Entre 1962 et 1971, l'armée américaine a épandu 68 millions de litres d'agent orange sur les champs et les forêts pour empêcher la progression de la guérilla communiste. "L'agent orange" a des conséquences dramatiques. Il détruit la végétation, pollue les sols, intoxiquent végétaux et animaux. Aujourd'hui encore, les conséquences sanitaires se font sentir sur la population.
Pendant longtemps, je me suis reprochée d'être une mauvaise mère, d'avoir donné naissance à un bébé malade et de ne pas avoir pu le sauver. Tran To Nga
Directrice d'école à Hô Chi Minh-Ville après la guerre, ce n'est que des décennies plus tard qu'elle réalise que sa fillette a été victime de l'agent orange, après avoir rencontré des anciens combattants et leurs enfants handicapés.
Sa fille aînée, Viêt Haï, née en 1968, est atteinte d'une malformation cardiaque, la tétralogie de Fallot. Sa fille décède dans la jungle à l'âge de 17 mois. Ses deux autres filles, nées en 1971 et 1974, sont atteintes de malformations cardiaques et osseuses. "Pendant longtemps, je me suis reprochée d'être une mauvaise mère, d'avoir donné naissance à un bébé malade et de ne pas avoir pu le sauver", souffle Tran To Nga, désormais grand-mère.

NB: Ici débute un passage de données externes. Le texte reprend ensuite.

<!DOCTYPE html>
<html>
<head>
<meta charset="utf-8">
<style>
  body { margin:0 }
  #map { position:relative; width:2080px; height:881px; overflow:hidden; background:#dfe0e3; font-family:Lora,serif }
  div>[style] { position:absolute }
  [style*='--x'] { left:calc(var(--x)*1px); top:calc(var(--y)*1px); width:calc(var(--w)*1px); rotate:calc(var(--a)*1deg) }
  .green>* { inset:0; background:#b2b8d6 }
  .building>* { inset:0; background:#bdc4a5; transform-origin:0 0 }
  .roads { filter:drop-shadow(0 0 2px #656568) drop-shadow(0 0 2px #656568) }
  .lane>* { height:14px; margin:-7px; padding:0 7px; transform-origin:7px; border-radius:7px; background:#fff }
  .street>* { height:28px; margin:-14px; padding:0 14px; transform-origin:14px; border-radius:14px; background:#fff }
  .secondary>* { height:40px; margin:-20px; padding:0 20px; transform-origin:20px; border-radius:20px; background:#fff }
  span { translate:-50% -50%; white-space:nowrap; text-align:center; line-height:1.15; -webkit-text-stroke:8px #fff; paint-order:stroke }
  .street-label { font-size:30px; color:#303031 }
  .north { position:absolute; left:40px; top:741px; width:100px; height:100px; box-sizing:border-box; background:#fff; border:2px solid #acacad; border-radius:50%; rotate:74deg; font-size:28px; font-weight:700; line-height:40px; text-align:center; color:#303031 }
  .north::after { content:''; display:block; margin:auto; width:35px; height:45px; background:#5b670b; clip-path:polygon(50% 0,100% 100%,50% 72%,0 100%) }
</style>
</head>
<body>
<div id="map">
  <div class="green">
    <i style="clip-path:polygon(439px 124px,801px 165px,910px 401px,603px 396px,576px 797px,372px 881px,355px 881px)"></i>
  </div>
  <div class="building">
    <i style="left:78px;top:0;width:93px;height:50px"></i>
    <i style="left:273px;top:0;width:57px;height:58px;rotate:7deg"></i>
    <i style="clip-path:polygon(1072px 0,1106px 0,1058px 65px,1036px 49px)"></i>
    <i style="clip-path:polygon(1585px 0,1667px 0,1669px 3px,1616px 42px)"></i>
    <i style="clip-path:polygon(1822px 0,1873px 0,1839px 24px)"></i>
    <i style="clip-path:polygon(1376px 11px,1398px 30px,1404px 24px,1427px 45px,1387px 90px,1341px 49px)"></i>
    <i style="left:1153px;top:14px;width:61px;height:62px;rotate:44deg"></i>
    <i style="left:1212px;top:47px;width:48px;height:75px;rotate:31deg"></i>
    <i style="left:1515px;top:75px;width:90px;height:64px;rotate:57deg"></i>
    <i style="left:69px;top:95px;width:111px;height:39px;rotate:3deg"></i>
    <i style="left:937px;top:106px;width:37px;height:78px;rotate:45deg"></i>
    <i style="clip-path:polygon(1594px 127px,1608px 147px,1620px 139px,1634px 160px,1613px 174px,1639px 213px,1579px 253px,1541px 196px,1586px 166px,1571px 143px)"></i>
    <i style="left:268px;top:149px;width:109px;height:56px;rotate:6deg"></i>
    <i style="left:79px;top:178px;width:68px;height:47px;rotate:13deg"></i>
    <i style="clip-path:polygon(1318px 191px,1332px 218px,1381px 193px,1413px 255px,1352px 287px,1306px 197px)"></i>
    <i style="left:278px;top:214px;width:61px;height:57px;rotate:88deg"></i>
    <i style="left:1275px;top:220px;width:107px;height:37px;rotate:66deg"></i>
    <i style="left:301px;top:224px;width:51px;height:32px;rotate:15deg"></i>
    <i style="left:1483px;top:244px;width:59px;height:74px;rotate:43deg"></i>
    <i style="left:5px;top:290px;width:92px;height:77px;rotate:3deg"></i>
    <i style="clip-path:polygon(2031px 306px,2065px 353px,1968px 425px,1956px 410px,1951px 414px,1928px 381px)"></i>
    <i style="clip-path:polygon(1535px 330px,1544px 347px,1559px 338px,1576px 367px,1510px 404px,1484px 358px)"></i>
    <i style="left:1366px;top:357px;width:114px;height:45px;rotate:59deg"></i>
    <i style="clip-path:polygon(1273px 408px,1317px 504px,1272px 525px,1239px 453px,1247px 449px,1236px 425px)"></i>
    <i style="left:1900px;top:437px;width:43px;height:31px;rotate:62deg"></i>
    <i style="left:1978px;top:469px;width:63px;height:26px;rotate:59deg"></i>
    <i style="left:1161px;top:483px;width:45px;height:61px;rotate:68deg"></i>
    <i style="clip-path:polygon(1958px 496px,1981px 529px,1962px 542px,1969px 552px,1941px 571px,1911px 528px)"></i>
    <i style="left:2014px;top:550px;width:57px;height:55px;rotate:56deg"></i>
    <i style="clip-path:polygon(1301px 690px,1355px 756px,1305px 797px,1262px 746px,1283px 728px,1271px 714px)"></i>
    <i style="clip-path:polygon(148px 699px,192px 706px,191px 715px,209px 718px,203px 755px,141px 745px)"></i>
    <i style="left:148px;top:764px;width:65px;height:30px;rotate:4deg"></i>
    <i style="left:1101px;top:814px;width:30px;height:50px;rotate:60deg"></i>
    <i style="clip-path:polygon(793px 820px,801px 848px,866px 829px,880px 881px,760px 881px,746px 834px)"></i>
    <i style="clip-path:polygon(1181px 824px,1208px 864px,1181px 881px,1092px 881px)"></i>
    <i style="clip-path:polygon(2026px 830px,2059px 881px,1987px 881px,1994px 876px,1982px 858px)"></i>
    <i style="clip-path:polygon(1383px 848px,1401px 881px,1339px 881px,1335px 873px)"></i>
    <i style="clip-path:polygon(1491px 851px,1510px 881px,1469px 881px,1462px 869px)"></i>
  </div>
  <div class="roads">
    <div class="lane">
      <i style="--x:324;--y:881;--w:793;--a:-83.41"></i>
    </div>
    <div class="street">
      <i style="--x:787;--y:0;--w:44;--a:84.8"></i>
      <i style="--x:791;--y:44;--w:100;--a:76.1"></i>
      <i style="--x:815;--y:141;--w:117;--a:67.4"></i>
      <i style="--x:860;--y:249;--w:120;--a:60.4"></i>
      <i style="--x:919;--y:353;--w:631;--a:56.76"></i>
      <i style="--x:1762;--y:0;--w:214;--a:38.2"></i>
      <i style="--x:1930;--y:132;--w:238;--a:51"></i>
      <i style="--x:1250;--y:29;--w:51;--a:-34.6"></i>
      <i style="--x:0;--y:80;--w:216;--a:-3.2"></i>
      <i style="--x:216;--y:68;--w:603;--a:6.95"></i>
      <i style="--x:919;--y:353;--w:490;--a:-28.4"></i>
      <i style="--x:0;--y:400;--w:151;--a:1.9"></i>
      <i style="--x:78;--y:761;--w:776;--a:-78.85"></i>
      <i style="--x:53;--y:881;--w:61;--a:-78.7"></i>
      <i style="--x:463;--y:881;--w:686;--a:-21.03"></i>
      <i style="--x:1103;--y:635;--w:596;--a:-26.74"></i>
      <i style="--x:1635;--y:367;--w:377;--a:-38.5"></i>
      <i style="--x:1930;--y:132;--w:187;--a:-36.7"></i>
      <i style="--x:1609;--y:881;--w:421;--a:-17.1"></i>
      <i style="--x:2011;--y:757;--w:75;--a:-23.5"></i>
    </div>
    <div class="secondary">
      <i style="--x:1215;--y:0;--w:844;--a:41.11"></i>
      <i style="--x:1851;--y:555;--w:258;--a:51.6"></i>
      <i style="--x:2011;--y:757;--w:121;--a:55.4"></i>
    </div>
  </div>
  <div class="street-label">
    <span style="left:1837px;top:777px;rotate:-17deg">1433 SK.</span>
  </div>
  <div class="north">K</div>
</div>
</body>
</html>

Comme elle l'explique dans son autobiographie. Tran To Nga souffre de pathologies caractéristiques d'une exposition à cet herbicide, en l'occurrence le diabète de type 2. Elle a aussi eu deux tuberculoses et un cancer.
L'Association vietnamienne des victimes de l'agent orange affirme que 4,8 millions de personnes ont été directement exposées. Plus de trois millions d'entre elles ont développé des problèmes de santé. Et chaque année au Vietnam, environ 6000 enfants naîtraient avec des malformations congénitales.
Le ministère américain des Anciens combattants admet que des cancers, des diabètes et certaines malformations congénitales peuvent être liées à l'agent orange, bien qu'il n'existe aucune preuve scientifique.
Soutenue par de nombreuses associations, Tran To Nga décide alors de porter plainte en 2014 contre des entreprises ayant fabriqué ou commercialisé "l'agent orange", dont Monsanto (racheté en 2018 par l'allemand Bayer) et le fabricant américain Dow Chemical.
"Ce n'est pas pour moi que je me bats, mais pour mes enfants et ces millions de victimes". Les conséquences sanitaires de "l'agent orange"qui s'attaque au système immunitaire, se transmettent aux générations ultérieures, ce qui constitue une véritable "extermination familiale", selon les propres mots de Tran To Nga.